Copy all lines containing the string "this" from the records below.

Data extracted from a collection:
>>

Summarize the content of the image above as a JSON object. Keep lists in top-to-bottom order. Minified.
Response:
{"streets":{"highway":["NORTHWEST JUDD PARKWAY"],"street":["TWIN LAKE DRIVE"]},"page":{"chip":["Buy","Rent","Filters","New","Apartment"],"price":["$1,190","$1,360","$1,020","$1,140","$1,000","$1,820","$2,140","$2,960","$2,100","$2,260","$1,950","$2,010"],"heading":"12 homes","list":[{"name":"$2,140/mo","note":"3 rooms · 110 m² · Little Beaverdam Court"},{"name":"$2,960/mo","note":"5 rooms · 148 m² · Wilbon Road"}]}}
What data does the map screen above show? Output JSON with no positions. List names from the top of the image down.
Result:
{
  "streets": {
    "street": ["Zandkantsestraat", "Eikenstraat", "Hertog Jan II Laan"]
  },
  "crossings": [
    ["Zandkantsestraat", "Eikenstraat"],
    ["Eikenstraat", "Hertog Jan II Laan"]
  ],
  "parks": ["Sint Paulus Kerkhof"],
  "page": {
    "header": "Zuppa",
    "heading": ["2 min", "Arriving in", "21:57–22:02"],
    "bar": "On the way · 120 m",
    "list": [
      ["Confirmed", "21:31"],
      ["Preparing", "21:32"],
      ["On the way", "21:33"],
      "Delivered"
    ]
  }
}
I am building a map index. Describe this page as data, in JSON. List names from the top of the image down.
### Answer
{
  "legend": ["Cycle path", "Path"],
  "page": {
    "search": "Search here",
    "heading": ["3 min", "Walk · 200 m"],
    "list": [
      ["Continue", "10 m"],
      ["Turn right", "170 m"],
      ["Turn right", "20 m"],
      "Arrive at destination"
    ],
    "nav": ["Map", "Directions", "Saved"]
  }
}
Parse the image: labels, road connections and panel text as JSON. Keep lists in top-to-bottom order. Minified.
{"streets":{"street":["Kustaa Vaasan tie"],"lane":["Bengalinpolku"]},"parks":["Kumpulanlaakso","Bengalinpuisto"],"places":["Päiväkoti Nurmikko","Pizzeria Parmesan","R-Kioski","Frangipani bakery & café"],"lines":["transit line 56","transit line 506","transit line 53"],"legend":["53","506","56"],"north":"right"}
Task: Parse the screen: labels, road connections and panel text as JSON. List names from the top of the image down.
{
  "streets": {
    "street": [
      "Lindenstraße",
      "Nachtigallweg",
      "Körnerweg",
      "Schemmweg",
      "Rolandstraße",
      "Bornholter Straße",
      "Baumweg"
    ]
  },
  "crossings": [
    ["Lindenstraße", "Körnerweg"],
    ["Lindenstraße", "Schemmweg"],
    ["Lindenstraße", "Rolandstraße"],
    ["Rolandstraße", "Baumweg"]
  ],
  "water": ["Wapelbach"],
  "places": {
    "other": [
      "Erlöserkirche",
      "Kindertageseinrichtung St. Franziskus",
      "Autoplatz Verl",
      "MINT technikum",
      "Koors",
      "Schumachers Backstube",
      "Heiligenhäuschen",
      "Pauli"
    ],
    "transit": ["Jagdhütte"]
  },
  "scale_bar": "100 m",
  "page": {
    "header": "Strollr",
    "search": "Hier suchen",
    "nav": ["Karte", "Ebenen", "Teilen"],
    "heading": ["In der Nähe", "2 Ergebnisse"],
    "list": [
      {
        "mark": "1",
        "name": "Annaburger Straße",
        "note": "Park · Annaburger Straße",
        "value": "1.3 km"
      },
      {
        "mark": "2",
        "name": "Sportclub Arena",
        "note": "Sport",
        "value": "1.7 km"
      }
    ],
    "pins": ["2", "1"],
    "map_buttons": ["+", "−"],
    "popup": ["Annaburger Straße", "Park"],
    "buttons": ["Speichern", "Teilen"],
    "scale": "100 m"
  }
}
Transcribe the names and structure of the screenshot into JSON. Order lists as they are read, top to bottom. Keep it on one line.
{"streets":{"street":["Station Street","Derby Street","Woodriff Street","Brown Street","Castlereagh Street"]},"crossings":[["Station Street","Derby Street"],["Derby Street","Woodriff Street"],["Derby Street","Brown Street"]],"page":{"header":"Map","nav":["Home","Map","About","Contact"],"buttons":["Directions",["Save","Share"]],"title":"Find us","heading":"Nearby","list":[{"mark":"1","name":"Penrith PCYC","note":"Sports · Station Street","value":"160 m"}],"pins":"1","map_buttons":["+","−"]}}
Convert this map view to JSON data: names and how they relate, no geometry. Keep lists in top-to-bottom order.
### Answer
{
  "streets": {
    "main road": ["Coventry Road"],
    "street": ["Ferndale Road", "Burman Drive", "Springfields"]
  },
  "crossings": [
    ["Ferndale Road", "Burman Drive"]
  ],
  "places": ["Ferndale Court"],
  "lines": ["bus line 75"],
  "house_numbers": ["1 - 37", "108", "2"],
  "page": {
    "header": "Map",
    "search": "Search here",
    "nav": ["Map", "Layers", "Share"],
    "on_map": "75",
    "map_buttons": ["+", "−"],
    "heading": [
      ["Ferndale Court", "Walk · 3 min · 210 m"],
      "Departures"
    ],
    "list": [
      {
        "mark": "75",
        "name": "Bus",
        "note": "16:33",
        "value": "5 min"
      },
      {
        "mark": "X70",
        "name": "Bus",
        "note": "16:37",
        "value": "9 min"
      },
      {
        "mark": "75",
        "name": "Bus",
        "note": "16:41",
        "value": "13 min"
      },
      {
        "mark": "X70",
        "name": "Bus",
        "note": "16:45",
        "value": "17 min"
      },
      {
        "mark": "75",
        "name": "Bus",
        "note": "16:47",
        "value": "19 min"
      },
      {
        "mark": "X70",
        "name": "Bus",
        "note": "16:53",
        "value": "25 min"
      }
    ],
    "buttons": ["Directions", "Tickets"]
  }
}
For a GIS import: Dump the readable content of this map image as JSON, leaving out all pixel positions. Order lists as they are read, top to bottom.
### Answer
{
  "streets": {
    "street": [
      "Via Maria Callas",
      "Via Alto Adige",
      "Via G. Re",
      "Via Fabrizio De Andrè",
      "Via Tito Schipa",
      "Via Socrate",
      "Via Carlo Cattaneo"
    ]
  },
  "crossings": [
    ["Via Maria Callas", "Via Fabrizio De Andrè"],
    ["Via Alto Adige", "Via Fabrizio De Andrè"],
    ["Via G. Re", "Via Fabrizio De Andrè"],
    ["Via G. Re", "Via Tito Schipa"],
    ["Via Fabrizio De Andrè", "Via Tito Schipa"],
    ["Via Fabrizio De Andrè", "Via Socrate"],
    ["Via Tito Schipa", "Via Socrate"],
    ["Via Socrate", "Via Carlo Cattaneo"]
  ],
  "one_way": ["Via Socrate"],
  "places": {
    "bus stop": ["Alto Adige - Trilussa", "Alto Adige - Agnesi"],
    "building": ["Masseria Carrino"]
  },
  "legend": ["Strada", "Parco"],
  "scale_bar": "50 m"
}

<<

SOLUTION TO THE PROBLEM:
I am building a map index. Describe this page as data, in JSON. List names from the top of the image down.
Convert this map view to JSON data: names and how they relate, no geometry. Keep lists in top-to-bottom order.
For a GIS import: Dump the readable content of this map image as JSON, leaving out all pixel positions. Order lists as they are read, top to bottom.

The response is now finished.